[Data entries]
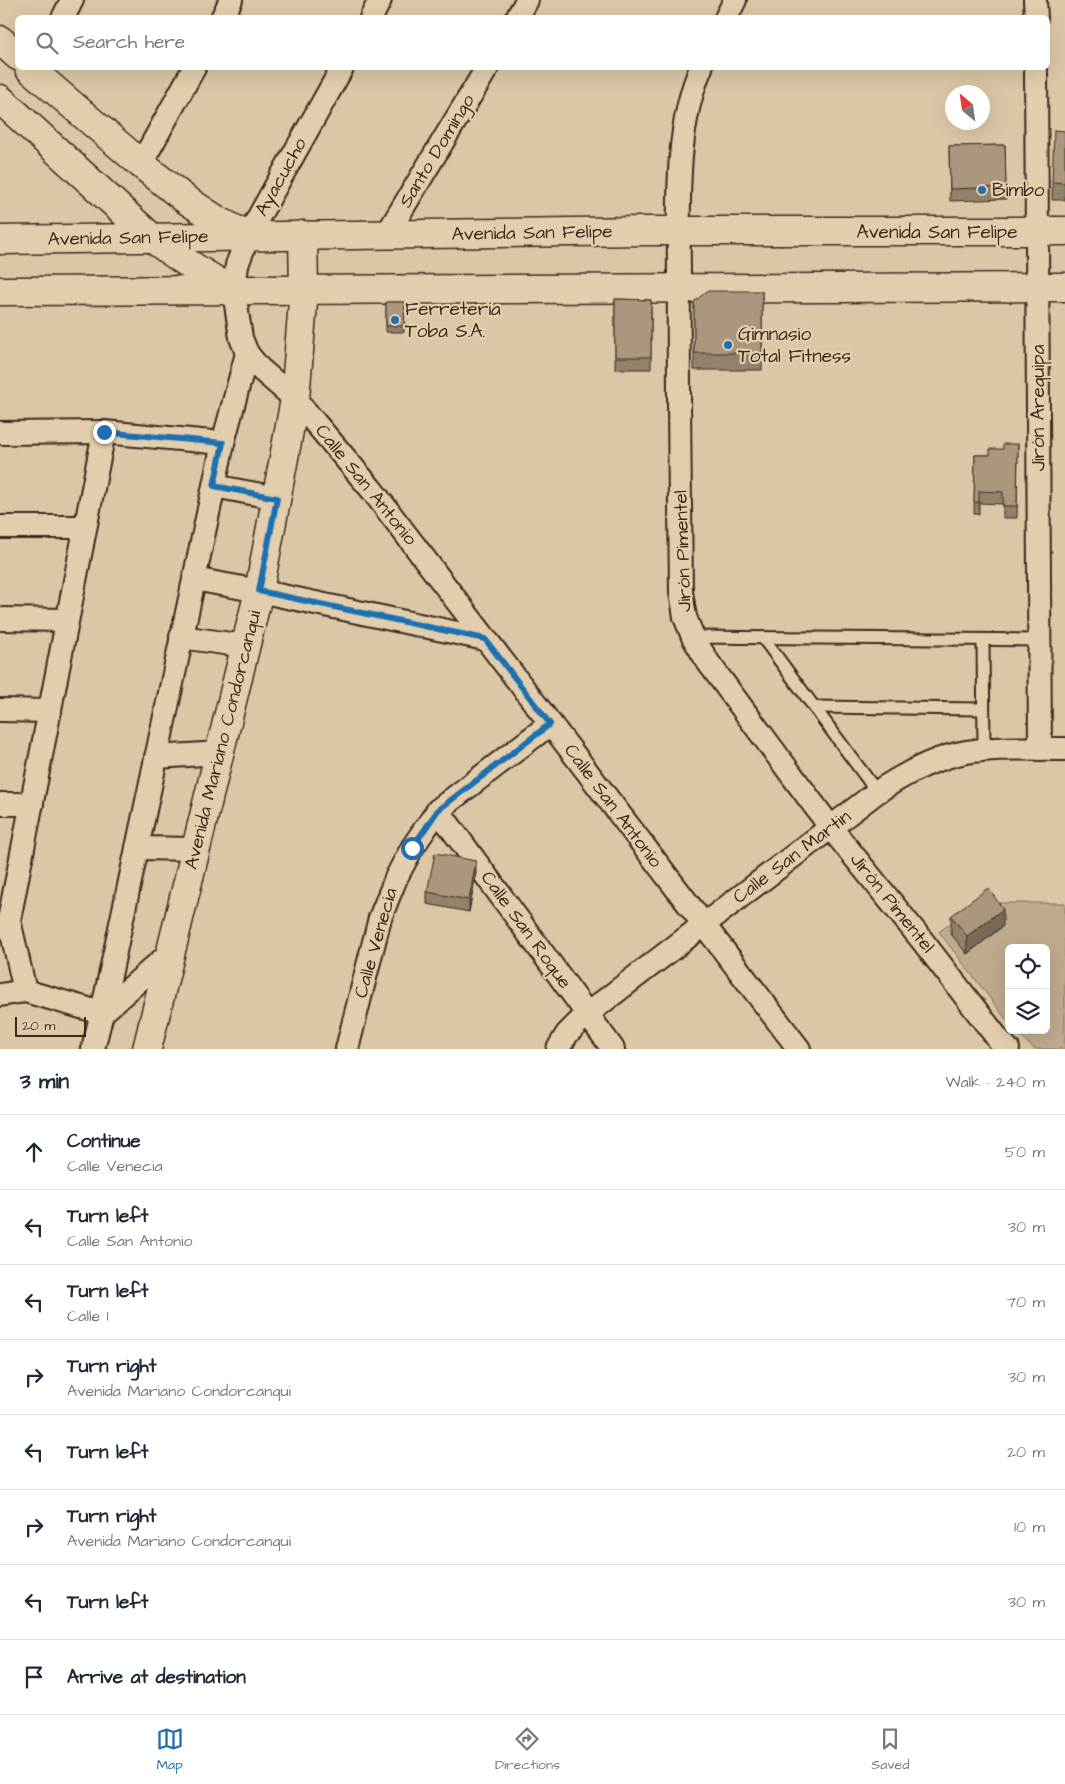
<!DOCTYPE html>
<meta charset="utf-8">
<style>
body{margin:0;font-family:"Architects Daughter",sans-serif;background:#f2f2f3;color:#1f2937}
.controls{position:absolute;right:15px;bottom:15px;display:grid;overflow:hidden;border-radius:8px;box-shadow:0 5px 20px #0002}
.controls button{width:45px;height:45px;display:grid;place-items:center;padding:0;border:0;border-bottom:1px solid #e0e1e3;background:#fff;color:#1f2937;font:25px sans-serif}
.compass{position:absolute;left:945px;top:85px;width:45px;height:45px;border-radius:50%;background:#fff;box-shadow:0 5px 20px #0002;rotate:331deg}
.scale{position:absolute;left:15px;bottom:12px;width:71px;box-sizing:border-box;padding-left:5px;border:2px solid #3b2a1e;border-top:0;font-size:14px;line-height:18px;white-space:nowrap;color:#3b2a1e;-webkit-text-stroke:4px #e2ceac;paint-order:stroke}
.stop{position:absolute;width:15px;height:15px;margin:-11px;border:4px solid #1f6fb2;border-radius:50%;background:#fff}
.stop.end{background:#1f6fb2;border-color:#fff;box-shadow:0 1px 5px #0008}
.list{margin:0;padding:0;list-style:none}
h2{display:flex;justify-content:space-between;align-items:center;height:65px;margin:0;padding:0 20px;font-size:21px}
h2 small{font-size:16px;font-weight:400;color:#747a83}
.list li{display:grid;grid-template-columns:32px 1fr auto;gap:15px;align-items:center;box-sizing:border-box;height:75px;padding:0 20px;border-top:1px solid #e0e1e3}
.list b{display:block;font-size:19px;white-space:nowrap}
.list p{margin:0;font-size:16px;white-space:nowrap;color:#747a83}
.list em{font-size:16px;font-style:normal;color:#747a83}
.icon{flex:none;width:28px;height:28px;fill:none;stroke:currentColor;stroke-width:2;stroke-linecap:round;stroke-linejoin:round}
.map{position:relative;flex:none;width:1065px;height:1049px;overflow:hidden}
.search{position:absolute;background:#fff;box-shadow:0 5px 20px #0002;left:15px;right:15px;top:15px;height:55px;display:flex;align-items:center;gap:12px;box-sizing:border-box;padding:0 18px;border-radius:8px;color:#747a83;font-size:19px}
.sheet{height:665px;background:#fff}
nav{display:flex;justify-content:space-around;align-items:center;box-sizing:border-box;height:70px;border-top:1px solid #e0e1e3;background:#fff;font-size:14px;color:#747a83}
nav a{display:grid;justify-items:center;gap:2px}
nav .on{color:#1f6fb2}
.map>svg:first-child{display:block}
</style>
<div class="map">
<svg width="1065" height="1049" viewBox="0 0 1065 1049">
<rect width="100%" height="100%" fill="#dbc7a6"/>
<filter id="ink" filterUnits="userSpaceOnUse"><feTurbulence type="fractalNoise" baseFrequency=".02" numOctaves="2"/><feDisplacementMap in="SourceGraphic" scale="10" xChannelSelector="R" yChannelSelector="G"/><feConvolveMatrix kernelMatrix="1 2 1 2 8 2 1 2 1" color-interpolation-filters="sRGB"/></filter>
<g filter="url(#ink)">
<!-- green -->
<polygon fill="#beaa8d" stroke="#7c6a56" points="978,903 1065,903 1065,1049 1034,1049 1014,1030 1046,1030 1046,948 1009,948 1009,1023 939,932"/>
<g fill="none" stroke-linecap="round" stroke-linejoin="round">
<!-- lane casing -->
<g stroke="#3b2a1e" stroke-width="15">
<g id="lane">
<polyline points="693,637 1040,640"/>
<polyline points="763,638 877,792"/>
<polyline points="983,640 984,750"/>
<polyline points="814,707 983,709"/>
</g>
</g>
<!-- street casing -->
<g stroke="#3b2a1e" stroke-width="26">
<g id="street">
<polyline points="1035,0 1036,18"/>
<polyline points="63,18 72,0"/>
<polyline points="222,18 231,0"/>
<polyline points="371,18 380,0"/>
<polyline points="517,18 527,0"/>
<polyline points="726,18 735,0"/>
<polyline points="342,68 248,236 237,265 234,291 241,338 247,353 259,368 295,399 372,490 799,1049"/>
<path d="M701 68C674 129 679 214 679 281 678 385 680 488 681 592L685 617 693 637 708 662 831 828 921 939 999 1040 1008 1049"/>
<polyline points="1036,68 1040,749"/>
<polyline points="141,164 194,68"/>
<polyline points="387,234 487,68"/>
<polyline points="104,432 9,920 25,991 102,1013 170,953"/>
<polyline points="0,433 104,432 223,443"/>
<polyline points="214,486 277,498"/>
<polyline points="0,527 85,527"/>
<polyline points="194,579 259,591 485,639"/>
<polyline points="0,619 67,620"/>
<polyline points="181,637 245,646"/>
<polyline points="0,710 50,711"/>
<polyline points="156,757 220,753"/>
<polyline points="0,804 32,804"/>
<polyline points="438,810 613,1049"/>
<polyline points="137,848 196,849"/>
<polyline points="0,995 25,991"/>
<polyline points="93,1049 102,1013 223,443 247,353"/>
<polyline points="347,1049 380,918 396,878 412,848 438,810 550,724"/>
<path d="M558 1049 567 1034 587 1014 877 792C902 776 928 761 957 754 990 746 1031 749 1065 749"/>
</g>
</g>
<!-- secondary casing -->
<g stroke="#3b2a1e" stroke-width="31">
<g id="secondary">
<polyline points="0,40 18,56"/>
<polyline points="29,68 141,164 185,199 217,220 246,235"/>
<path d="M0 99 151 237C177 258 204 274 232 290"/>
<polyline points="0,240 644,231 1065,231"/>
<polyline points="0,291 1065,287"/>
<polyline points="147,1049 259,591 295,399 304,290 303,235"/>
</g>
</g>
<!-- lane -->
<use href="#lane" stroke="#e2ceac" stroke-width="11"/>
<!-- street -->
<use href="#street" stroke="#e2ceac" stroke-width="22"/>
<!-- secondary -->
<use href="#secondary" stroke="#e2ceac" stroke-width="28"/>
</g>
<!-- wall -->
<g fill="#92826c" stroke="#3b2a1e">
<polygon points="1065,131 1065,200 1052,200 1052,182"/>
<polygon points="1005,145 1006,199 950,201 949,146"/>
<polygon points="762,291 762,370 694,370 694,302"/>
<polygon points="615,299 651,300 651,369 615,369"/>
<polygon points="386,302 405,302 404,332 386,332"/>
<polygon points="1018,444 1017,518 1003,518 1003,504 979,503 979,514 974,514 975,455 990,455 1003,449"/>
<polygon points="476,873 469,912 427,904 427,892"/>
<polygon points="951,916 1003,926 967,954 951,934"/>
</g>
<!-- shaded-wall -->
<g fill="#776a58" stroke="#3b2a1e">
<polygon points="476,861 476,873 469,912 469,900"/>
<polygon points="1003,909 1003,926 967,954 967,936"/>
</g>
<!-- building -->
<g fill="#aa977d" stroke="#3b2a1e">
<polygon points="1054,130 1065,131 1065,183 1052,182"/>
<polygon points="1005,145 1006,187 950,189 949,146"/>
<polygon points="707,291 762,291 762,353 694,353 694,302"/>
<polygon points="615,299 651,300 651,357 615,357"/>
<polygon points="386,302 405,302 404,326 386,326"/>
<polygon points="1003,444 1018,444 1017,506 1003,506 1003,492 979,491 979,502 974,502 975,455 990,455 990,449 1003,449"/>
<polygon points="435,853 476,861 469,900 427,892"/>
<polygon points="988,888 1003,909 967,936 951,916"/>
</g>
</g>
<g fill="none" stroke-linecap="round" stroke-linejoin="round" filter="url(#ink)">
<!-- route -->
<polyline stroke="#1f6fb2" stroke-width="6" points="104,432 223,443 214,486 277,498 259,591 485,639 550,724 438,810 412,848"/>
</g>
<!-- markers -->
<g fill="#1f6fb2" stroke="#e2ceac" stroke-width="2">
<circle cx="982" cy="190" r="5"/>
<circle cx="395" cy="320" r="5"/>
<circle cx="728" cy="345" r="5"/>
</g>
<g text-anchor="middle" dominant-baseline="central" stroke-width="4.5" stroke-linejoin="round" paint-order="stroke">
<!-- street labels -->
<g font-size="19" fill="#3b2a1e" stroke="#e2ceac">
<text transform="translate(437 151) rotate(-59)">Santo Domingo</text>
<text transform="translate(281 177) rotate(-61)">Ayacucho</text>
<text x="937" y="232">Avenida San Felipe</text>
<text transform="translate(532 233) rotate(-1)">Avenida San Felipe</text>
<text transform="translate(128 238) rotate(-1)">Avenida San Felipe</text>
<text transform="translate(1038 408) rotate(-90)">Jirón Arequipa</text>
<text transform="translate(366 485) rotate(51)">Calle San Antonio</text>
<text transform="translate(683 551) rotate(-92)">Jirón Pimentel</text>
<text transform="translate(223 740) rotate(-76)">Avenida Mariano Condorcanqui</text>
<text transform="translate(613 806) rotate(53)">Calle San Antonio</text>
<text transform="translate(792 857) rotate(-37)">Calle San Martin</text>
<text transform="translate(892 903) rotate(51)">Jirón Pimentel</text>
<text transform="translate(526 930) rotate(54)">Calle San Roque</text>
<text transform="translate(376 943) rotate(-74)">Calle Venecia</text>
</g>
<!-- poi labels -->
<g font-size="19" fill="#3b2a1e" stroke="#e2ceac" text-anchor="start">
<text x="992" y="190">Bimbo</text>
<text x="405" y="309">Ferretería<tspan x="405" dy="22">Toba S.A.</tspan></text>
<text x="738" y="334">Gimnasio<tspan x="738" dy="22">Total Fitness</tspan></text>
</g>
</g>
</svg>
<div class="controls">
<button><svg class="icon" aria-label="locate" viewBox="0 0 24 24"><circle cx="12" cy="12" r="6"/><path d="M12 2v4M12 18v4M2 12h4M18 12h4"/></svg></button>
<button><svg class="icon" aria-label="layers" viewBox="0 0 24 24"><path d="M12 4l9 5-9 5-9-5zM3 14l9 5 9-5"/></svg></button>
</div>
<svg class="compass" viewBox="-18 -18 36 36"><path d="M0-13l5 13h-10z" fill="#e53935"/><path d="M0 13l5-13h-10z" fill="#747a83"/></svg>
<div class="scale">20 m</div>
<div class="stop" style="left:412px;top:848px"></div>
<div class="stop end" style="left:104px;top:432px"></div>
<div class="search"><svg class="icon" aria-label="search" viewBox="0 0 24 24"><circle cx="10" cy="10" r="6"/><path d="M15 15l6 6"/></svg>Search here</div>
</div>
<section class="sheet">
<h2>3 min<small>Walk · 240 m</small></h2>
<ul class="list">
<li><svg class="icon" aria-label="ahead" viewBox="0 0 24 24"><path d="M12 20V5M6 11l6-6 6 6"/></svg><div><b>Continue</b><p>Calle Venecia</p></div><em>50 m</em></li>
<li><svg class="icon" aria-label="left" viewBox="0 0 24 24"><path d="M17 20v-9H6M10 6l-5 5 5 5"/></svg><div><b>Turn left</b><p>Calle San Antonio</p></div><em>30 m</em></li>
<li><svg class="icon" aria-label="left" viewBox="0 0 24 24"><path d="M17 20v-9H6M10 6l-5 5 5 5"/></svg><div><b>Turn left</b><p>Calle 1</p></div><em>70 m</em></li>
<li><svg class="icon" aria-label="right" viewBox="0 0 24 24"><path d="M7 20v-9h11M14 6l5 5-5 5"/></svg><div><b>Turn right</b><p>Avenida Mariano Condorcanqui</p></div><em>30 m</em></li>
<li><svg class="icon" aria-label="left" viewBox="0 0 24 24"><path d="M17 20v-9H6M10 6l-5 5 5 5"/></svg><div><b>Turn left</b></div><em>20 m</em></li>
<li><svg class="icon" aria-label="right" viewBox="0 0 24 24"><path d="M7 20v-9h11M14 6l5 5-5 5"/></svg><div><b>Turn right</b><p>Avenida Mariano Condorcanqui</p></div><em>10 m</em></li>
<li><svg class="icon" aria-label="left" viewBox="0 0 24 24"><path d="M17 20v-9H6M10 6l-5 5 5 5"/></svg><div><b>Turn left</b></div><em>30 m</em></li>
<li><svg class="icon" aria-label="arrive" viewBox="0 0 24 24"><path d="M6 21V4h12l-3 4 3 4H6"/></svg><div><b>Arrive at destination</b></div></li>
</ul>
</section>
<nav>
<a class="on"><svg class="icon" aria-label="map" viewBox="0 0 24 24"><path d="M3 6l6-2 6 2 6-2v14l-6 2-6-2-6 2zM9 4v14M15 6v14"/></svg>Map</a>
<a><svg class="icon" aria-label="directions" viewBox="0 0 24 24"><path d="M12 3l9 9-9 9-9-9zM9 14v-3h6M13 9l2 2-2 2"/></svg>Directions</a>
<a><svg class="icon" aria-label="saved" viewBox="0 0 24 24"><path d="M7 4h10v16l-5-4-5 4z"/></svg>Saved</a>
</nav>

Work task> The expected result is a copy of each line in the records where "compass" appears.

Solution to this task>
.compass{position:absolute;left:945px;top:85px;width:45px;height:45px;border-radius:50%;background:#fff;box-shadow:0 5px 20px #0002;rotate:331deg}
<svg class="compass" viewBox="-18 -18 36 36"><path d="M0-13l5 13h-10z" fill="#e53935"/><path d="M0 13l5-13h-10z" fill="#747a83"/></svg>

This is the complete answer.